YOUR INSTRUCTIONS:
Lines holding the string "Nursing": copy each one from the listing below.

PROVIDED INFORMATION:
===

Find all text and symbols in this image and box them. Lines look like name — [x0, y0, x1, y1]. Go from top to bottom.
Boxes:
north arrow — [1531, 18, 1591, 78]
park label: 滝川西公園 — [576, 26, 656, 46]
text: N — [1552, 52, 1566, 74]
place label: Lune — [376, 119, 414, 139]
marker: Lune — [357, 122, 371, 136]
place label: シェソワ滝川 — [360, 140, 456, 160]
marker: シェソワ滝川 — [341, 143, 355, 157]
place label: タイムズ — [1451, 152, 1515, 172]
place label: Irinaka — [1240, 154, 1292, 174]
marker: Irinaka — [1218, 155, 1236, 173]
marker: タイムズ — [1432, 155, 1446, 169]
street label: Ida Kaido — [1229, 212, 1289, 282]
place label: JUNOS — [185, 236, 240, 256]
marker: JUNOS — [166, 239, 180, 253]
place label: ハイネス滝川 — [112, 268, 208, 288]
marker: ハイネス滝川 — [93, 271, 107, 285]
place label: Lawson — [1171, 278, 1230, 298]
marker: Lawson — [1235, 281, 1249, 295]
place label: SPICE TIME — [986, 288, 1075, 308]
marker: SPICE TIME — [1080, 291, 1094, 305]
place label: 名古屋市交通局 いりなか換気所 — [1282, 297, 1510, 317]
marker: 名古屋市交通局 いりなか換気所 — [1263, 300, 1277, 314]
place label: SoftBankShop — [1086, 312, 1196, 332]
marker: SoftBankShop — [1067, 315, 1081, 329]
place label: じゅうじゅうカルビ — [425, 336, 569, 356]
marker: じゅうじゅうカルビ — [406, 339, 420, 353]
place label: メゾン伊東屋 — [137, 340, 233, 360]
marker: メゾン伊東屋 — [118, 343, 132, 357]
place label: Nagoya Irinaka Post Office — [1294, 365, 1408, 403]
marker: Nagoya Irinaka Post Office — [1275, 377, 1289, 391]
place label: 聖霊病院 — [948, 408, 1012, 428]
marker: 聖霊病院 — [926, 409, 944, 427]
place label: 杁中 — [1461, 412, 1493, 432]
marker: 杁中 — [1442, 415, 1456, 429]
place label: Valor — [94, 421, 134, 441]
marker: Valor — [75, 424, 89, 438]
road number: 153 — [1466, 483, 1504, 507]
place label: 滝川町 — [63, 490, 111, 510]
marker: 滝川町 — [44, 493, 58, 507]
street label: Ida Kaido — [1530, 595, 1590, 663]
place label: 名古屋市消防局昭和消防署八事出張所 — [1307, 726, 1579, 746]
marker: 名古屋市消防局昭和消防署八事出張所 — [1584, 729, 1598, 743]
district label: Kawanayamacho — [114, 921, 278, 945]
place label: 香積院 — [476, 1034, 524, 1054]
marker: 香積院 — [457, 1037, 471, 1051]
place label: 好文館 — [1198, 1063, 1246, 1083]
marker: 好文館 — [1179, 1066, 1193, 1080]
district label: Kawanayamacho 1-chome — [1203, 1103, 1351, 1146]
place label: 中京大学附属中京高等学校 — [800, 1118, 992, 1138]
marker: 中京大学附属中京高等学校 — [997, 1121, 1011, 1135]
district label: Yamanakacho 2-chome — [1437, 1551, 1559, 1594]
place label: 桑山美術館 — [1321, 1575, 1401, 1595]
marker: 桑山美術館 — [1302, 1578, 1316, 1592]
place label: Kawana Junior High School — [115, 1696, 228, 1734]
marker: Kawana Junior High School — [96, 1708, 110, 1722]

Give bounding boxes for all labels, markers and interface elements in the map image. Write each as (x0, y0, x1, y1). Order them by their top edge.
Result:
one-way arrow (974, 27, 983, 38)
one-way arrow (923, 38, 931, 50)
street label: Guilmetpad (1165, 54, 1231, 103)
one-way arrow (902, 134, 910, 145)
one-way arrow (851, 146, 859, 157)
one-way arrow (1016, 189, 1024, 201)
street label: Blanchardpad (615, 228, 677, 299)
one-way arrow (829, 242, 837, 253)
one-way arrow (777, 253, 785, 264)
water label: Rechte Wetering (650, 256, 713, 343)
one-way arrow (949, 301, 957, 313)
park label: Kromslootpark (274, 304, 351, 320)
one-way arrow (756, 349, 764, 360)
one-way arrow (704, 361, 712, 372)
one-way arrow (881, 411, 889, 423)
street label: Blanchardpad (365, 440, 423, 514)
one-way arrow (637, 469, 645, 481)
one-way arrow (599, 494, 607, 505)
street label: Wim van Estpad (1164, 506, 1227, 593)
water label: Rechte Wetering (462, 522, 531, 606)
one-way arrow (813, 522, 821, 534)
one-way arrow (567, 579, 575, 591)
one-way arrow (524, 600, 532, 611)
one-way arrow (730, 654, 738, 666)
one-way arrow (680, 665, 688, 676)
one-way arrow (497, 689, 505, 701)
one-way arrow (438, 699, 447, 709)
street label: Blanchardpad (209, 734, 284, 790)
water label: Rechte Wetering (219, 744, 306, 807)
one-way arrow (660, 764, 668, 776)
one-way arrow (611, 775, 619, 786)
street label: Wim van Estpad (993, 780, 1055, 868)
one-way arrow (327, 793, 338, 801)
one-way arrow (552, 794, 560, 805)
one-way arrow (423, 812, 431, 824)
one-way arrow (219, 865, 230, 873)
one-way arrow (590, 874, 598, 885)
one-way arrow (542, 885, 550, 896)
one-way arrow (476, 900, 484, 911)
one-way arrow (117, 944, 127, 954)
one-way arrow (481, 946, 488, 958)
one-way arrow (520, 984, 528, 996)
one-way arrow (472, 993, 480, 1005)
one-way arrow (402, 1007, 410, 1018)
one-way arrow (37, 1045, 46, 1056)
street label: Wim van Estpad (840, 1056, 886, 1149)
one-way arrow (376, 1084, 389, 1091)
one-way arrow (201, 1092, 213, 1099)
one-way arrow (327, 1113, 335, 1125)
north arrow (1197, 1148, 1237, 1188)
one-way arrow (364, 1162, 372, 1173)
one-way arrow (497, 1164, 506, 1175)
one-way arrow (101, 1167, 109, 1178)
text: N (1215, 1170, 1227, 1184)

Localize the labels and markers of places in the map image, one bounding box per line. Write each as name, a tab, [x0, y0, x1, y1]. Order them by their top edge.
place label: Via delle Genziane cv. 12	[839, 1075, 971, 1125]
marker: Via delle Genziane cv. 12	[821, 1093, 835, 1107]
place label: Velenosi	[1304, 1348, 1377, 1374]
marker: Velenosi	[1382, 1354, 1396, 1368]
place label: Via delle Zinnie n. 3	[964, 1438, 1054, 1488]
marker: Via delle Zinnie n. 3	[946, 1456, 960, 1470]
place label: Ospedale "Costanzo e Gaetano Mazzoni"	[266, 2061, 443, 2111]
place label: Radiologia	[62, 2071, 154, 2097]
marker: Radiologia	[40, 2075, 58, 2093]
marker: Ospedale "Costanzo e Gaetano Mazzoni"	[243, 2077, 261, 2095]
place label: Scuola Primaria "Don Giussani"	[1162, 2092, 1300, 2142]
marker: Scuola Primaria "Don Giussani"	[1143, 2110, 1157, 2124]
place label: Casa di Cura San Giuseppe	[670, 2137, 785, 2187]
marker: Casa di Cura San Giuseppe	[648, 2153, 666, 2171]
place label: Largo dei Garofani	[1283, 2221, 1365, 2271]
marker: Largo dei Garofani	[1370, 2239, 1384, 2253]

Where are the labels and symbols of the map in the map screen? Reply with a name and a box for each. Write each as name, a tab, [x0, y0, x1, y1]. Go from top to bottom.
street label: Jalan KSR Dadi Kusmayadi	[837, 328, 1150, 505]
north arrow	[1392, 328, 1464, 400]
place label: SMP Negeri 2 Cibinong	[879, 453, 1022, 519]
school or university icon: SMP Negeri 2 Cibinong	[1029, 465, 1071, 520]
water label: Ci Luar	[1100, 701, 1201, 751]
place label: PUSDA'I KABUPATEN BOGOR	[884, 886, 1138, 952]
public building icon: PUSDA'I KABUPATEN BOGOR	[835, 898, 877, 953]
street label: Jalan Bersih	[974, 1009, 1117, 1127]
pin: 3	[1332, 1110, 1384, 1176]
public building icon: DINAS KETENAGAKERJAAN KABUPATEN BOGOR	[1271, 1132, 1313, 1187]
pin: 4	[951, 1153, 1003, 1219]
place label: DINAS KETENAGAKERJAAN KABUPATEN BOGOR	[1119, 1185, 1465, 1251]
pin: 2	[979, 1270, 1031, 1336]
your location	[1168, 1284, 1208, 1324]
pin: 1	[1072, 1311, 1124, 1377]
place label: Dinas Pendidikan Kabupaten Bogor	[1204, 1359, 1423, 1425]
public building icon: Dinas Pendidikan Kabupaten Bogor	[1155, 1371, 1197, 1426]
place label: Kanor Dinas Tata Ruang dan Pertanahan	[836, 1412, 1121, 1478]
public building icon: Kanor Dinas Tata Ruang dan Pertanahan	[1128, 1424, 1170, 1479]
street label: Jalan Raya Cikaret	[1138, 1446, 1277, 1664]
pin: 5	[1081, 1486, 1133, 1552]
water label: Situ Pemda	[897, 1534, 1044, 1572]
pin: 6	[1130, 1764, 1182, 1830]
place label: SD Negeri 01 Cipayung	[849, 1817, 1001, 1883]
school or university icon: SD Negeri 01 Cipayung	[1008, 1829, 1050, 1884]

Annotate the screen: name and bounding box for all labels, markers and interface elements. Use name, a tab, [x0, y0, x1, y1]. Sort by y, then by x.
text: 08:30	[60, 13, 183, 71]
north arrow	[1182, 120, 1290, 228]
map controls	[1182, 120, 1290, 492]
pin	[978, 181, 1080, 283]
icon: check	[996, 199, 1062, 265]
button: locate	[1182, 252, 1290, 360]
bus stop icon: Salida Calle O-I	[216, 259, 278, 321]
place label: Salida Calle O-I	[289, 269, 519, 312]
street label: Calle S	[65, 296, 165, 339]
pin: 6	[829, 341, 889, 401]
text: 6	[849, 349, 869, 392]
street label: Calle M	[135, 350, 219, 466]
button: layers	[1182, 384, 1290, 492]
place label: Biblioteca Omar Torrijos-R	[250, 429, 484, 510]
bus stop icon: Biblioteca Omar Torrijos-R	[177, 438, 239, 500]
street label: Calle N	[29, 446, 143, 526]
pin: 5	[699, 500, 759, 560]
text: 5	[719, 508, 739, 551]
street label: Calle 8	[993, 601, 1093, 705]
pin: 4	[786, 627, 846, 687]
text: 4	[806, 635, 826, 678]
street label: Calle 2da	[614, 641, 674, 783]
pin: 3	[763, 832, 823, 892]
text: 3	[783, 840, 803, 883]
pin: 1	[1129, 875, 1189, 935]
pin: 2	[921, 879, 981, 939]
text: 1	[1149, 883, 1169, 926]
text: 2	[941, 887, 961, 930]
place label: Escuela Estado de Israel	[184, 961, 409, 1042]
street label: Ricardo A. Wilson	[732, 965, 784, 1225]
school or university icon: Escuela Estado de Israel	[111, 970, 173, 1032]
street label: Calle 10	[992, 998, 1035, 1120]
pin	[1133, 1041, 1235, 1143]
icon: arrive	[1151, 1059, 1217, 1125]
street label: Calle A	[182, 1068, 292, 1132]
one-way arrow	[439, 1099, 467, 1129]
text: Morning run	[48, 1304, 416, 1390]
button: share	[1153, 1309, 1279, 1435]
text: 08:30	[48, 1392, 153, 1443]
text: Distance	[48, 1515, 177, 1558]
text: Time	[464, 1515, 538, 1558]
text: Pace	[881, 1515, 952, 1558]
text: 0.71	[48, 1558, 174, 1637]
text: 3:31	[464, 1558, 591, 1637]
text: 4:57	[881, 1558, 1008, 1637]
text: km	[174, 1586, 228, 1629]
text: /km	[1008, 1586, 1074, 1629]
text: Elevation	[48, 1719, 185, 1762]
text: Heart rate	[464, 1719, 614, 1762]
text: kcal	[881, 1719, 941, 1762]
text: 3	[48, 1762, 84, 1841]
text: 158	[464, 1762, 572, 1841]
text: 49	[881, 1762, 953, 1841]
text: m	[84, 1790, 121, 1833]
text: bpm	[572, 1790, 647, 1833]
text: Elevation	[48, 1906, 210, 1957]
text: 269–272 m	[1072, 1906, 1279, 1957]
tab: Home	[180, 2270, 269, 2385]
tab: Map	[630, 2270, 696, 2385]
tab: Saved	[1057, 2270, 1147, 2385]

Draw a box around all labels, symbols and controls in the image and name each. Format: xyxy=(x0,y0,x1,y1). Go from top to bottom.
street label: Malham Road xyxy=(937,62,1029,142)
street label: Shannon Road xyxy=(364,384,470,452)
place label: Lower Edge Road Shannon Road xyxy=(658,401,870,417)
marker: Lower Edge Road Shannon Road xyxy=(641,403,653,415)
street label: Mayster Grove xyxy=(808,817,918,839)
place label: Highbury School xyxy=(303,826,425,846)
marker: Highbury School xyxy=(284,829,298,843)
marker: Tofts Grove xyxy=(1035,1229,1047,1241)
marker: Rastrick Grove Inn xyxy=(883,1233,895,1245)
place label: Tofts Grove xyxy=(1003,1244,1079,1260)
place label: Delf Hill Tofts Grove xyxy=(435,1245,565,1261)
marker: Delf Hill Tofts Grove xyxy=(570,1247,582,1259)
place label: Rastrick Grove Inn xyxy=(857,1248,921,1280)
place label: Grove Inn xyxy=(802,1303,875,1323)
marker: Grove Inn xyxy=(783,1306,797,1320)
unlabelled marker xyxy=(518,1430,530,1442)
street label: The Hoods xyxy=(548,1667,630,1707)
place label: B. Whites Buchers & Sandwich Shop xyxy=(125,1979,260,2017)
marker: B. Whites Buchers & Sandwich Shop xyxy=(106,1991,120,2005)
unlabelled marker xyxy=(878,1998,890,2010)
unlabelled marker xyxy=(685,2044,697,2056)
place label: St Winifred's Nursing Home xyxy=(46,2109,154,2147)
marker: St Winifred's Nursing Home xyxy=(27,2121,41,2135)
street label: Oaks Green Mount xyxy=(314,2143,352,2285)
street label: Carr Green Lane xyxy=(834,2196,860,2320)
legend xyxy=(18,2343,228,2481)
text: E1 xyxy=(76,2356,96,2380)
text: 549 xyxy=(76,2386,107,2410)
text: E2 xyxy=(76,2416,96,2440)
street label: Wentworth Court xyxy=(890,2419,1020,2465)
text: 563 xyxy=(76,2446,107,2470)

===

REPLY TO THE EXERCISE:
place label: St Winifred's Nursing Home xyxy=(46,2109,154,2147)
marker: St Winifred's Nursing Home xyxy=(27,2121,41,2135)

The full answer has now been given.